В отзывах на экранизацию уже отмечался ее отчетливый “мелодраматизм”, который, конечно, распознается как видовая черта телесериала26. Действительно, истории любви, разлуки с семьей, лишений, которые претерпевают жены заключенных, здесь подчеркнуто “психологичны”; выразительная актерская игра оттеняется соответствующим звуковым сопровождением: в сценах с участием женщин, как правило, включено радио, звучит непременно музыка, чаще “классика”, точно следующая за мимикой актеров и переживаниями героев.
Эта “психологическая” линия заметна постольку, поскольку все прочие кажутся схематичными. Создатели сериала стараются “показать” семисотстраничный текст Солженицына, почти с точностью воспроизводя основную сюжетную канву — для этого, разумеется, потребовалось отсечь все ретроспективные отступления от нее, то есть ужать эпический роман судеб и биографий до романа идей. Подобная техника сжатия, редукции представляется весьма последовательной и, кажется, была применена к романной структуре в целом. Сложноустроенная, многоуровневая и многоярусная топика романа сжимается до двух основных точек, расположенных на одной плоскости: яркая, изобильная сталинская Москва и вынесенная за ее пределы аскетичная “шарашка” (другие задействованные в фильме локусы — деревянный дом в Твери и особенно сибирский лесоповал — призрачны и лишь ненадолго всплывают в воображении героев). В подчеркнутом уплощении пространства, как и в упрощении замысловатой системы двойников27, выражается определенный подход к тексту, во многом аналогичный структуралистскому и потому легко описывающийся в структуралистских терминах — в его основе как раз и оказывается представление о возможности “перевода”, конвертации одной “системы” в другую.
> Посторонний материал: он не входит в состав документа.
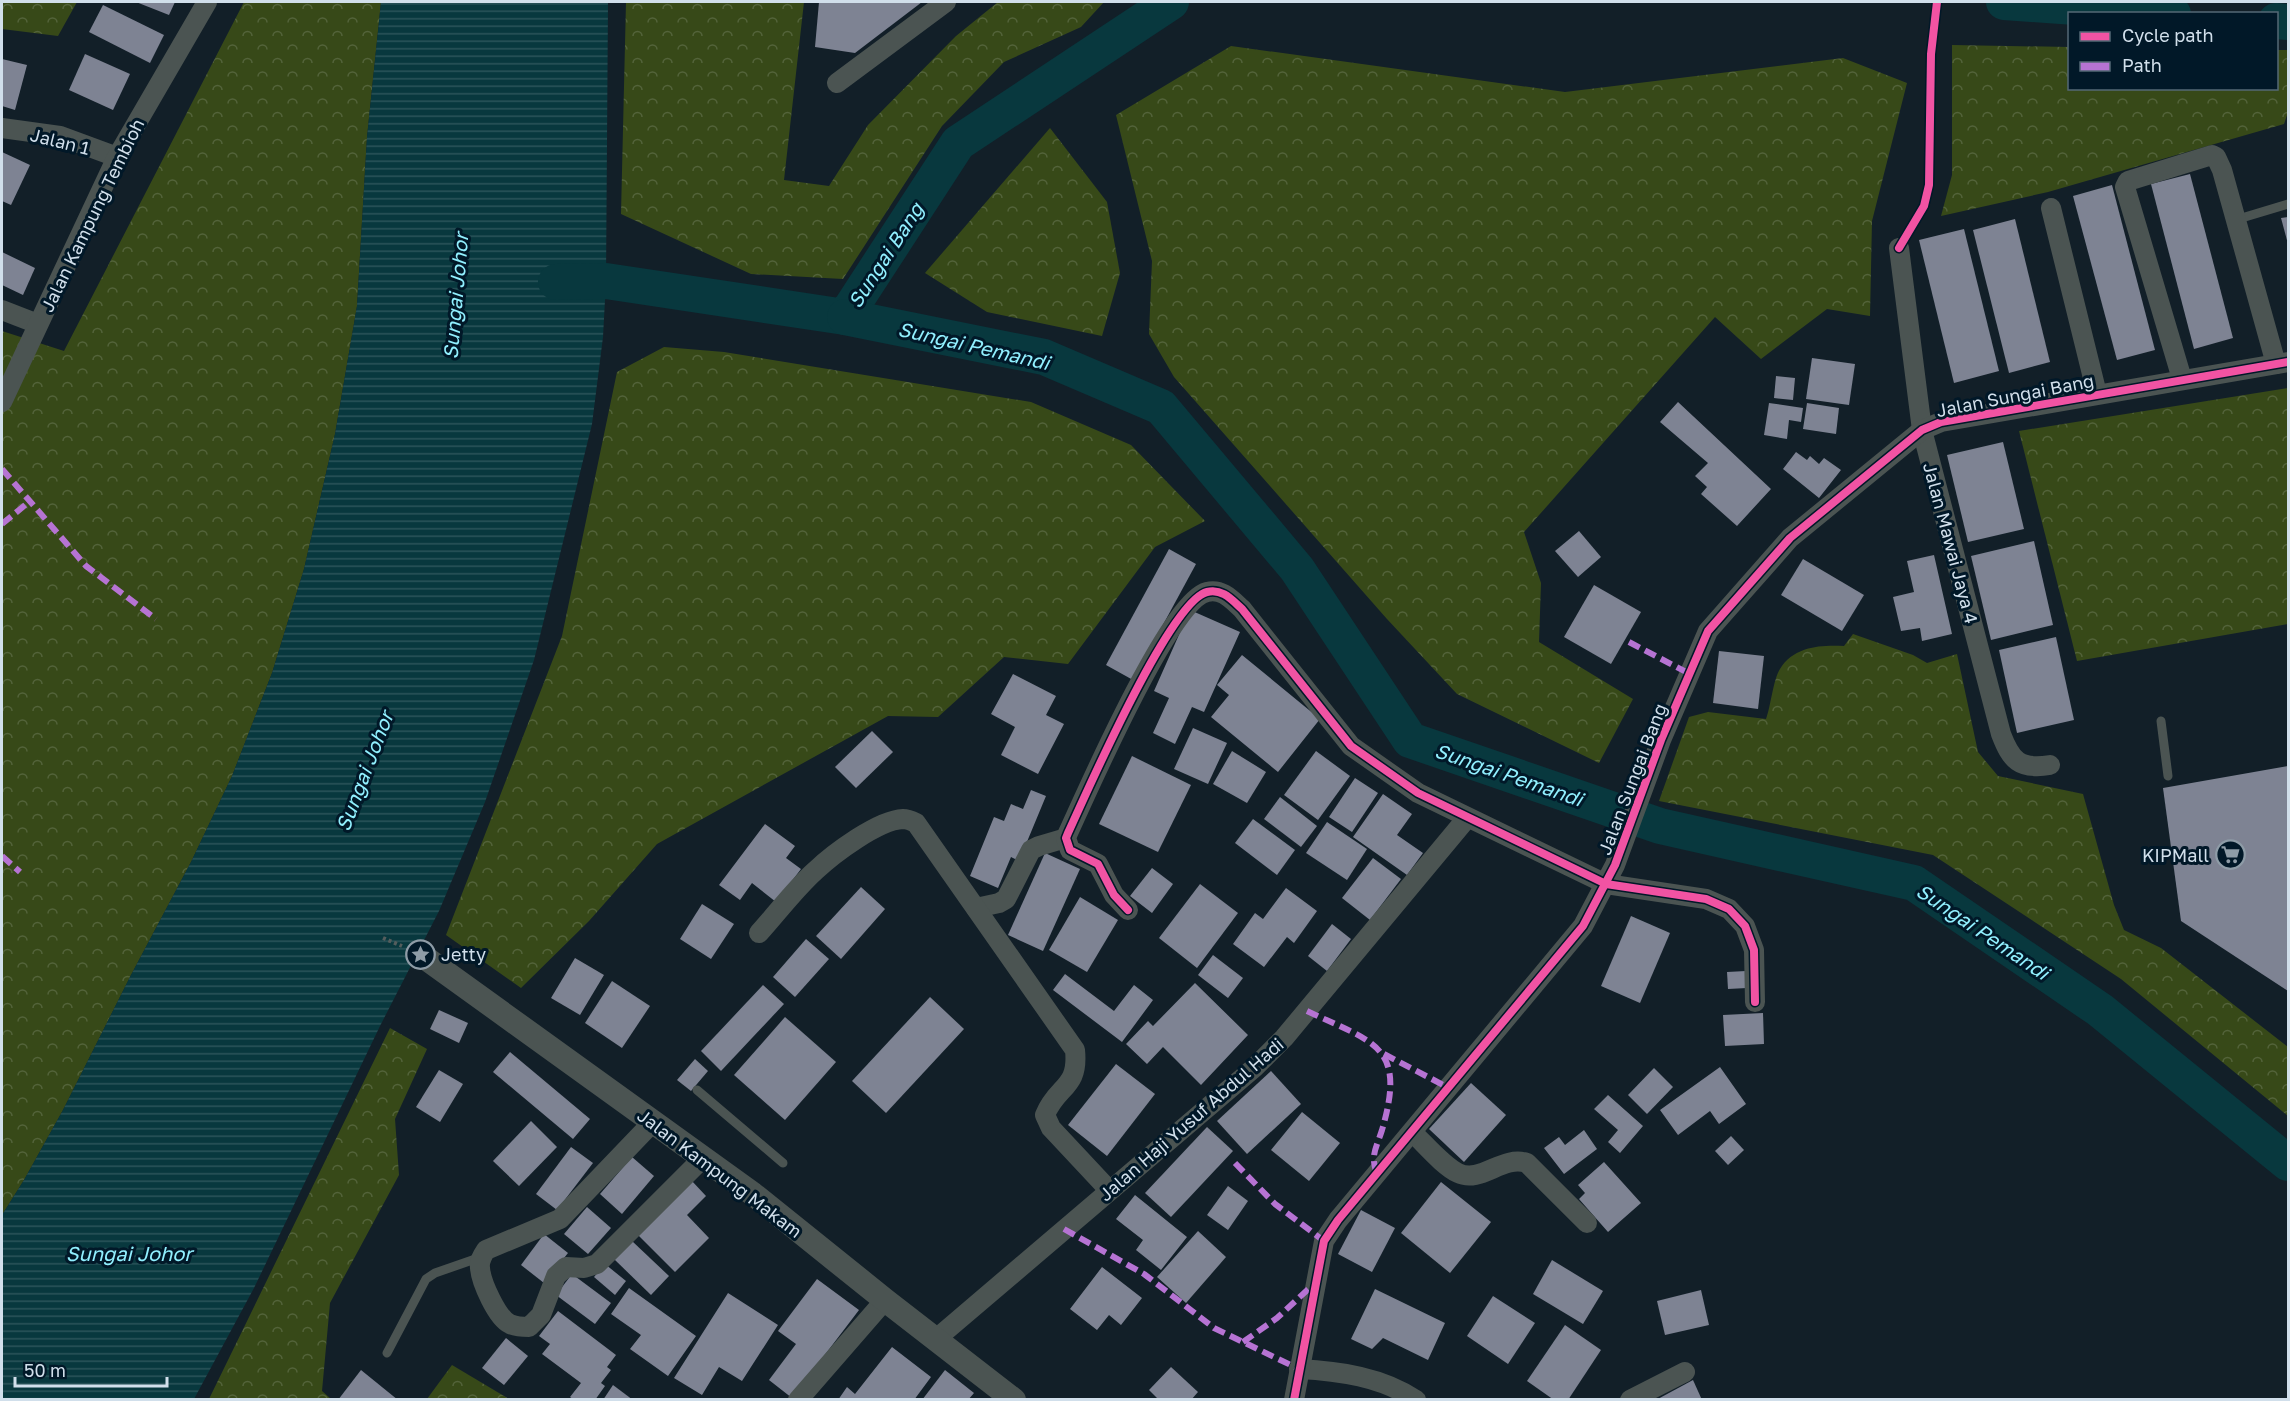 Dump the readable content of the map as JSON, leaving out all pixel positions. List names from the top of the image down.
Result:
{
  "streets": {
    "street": [
      "Jalan 1",
      "Jalan Kampung Tembioh",
      "Jalan Sungai Bang",
      "Jalan Mawai Jaya 4",
      "Jalan Haji Yusuf Abdul Hadi",
      "Jalan Kampung Makam"
    ]
  },
  "crossings": [
    ["Jalan 1", "Jalan Kampung Tembioh"],
    ["Jalan Sungai Bang", "Jalan Mawai Jaya 4"],
    ["Jalan Haji Yusuf Abdul Hadi", "Jalan Kampung Makam"]
  ],
  "water": ["Sungai Bang", "Sungai Johor", "Sungai Pemandi"],
  "places": {
    "supermarket": ["KIPMall"],
    "place": ["Jetty"]
  },
  "legend": ["Cycle path", "Path"],
  "scale_bar": "50 m"
} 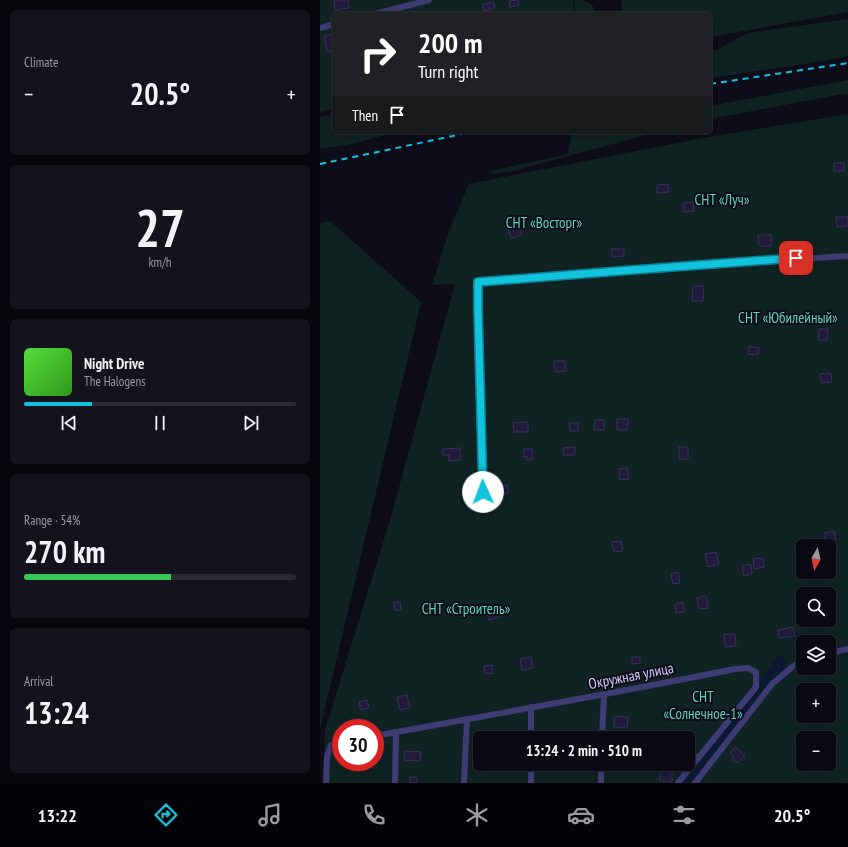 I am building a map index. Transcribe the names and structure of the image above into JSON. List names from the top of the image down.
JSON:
{
  "streets": {
    "street": ["Окружная улица"]
  },
  "parks": [
    "СНТ «Луч»",
    "СНТ «Восторг»",
    "СНТ «Юбилейный»",
    "СНТ «Строитель»",
    "СНТ «Солнечное-1»"
  ],
  "north": "bottom",
  "page": {
    "tile": [
      "Climate",
      ["27", "km/h"],
      ["Range · 54%", "270 km"],
      ["Arrival", "13:24"]
    ],
    "turn": ["200 m", "Turn right"],
    "heat": ["−", "20.5°", "+"],
    "then": "Then",
    "song": ["Night Drive", "The Halogens"],
    "map_buttons": ["+", "−"],
    "limit": "30",
    "trip": "13:24 · 2 min · 510 m",
    "tabs": ["13:22", "20.5°"]
  }
} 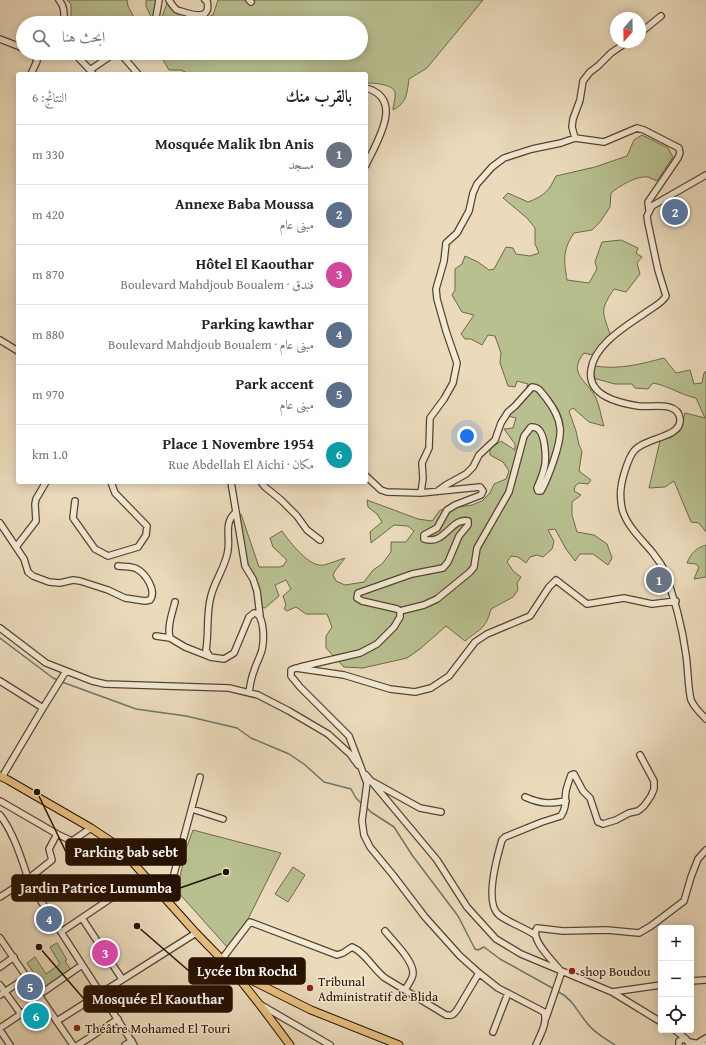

Такое представление может проявляться в попытках если не показать, то хотя бы “обозначить” пространные куски текста, не вместившиеся в сценарий: так, Сталин в исполнении Игоря Кваши, листая собственную биографию, “обозначает”, “иллюстрирует” многостраничный и плотно насыщенный смыслами эпизод. Тонкость грани между “переводом” и “иллюстрацией” (“прочесть” эту иллюстрацию фактически смогут только те, кто читал солженицынский роман) весьма показательна. Точно так же в фильме лишь обозначаются, лишь называются ключевые для Солженицына темы — скажем, вряд ли удастся расслышать беглое и невнятное упоминание о картине “Замок святого Грааля”, если не знать, что в книге этот образ играет весьма существенную роль.
Однако более значимо другое. В вытянутом по горизонтали пространстве сериала “шарашка” перестает восприниматься как ненадежное место, откуда легко соскользнуть в другие, более страшные “круги” — в лагеря. Эти круги обозначаются, называются, упоминаются — но почти так же вскользь, как картина зэка Кондрашева.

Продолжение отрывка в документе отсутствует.